PROBLEM STATEMENT: Select from the data all lines with the word "crossings".

Dataset entries:
━━━━━━━━━━━━━━━━
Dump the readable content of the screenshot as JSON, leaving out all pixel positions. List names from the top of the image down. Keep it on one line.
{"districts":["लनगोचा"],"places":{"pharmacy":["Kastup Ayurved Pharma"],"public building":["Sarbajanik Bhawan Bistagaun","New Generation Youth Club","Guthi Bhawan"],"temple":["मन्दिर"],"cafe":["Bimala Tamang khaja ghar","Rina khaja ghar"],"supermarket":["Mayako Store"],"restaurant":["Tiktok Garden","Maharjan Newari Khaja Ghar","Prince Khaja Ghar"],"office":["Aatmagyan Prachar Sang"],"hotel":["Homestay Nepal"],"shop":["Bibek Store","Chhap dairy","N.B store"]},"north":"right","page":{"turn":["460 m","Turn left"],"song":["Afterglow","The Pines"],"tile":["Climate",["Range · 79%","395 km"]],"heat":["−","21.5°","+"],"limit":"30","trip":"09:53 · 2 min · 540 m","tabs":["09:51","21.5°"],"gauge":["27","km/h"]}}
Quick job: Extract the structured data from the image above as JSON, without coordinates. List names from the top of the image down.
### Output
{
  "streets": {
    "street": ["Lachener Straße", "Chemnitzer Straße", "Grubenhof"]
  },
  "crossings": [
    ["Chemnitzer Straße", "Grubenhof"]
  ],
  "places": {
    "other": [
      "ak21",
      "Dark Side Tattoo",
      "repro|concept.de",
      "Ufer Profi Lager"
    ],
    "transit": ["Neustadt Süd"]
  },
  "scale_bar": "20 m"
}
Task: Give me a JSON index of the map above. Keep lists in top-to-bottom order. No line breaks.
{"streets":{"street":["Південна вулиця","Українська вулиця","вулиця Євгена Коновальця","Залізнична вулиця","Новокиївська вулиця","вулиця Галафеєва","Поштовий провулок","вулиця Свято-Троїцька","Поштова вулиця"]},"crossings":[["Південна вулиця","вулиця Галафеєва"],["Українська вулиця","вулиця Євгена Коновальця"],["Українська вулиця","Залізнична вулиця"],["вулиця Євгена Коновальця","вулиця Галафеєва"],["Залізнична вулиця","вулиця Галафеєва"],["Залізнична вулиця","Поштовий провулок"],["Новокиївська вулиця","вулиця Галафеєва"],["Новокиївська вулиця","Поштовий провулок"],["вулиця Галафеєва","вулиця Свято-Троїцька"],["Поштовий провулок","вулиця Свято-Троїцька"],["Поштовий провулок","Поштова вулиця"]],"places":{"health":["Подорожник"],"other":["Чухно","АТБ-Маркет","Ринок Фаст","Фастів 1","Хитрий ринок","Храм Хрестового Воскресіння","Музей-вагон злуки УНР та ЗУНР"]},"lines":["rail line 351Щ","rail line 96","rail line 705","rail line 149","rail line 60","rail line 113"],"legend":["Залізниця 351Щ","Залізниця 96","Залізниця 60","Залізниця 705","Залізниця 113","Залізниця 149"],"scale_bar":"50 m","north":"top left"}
━━━━━━━━━━━━━━━━
SOLUTION:
  "crossings": [
{"streets":{"street":["Південна вулиця","Українська вулиця","вулиця Євгена Коновальця","Залізнична вулиця","Новокиївська вулиця","вулиця Галафеєва","Поштовий провулок","вулиця Свято-Троїцька","Поштова вулиця"]},"crossings":[["Південна вулиця","вулиця Галафеєва"],["Українська вулиця","вулиця Євгена Коновальця"],["Українська вулиця","Залізнична вулиця"],["вулиця Євгена Коновальця","вулиця Галафеєва"],["Залізнична вулиця","вулиця Галафеєва"],["Залізнична вулиця","Поштовий провулок"],["Новокиївська вулиця","вулиця Галафеєва"],["Новокиївська вулиця","Поштовий провулок"],["вулиця Галафеєва","вулиця Свято-Троїцька"],["Поштовий провулок","вулиця Свято-Троїцька"],["Поштовий провулок","Поштова вулиця"]],"places":{"health":["Подорожник"],"other":["Чухно","АТБ-Маркет","Ринок Фаст","Фастів 1","Хитрий ринок","Храм Хрестового Воскресіння","Музей-вагон злуки УНР та ЗУНР"]},"lines":["rail line 351Щ","rail line 96","rail line 705","rail line 149","rail line 60","rail line 113"],"legend":["Залізниця 351Щ","Залізниця 96","Залізниця 60","Залізниця 705","Залізниця 113","Залізниця 149"],"scale_bar":"50 m","north":"top left"}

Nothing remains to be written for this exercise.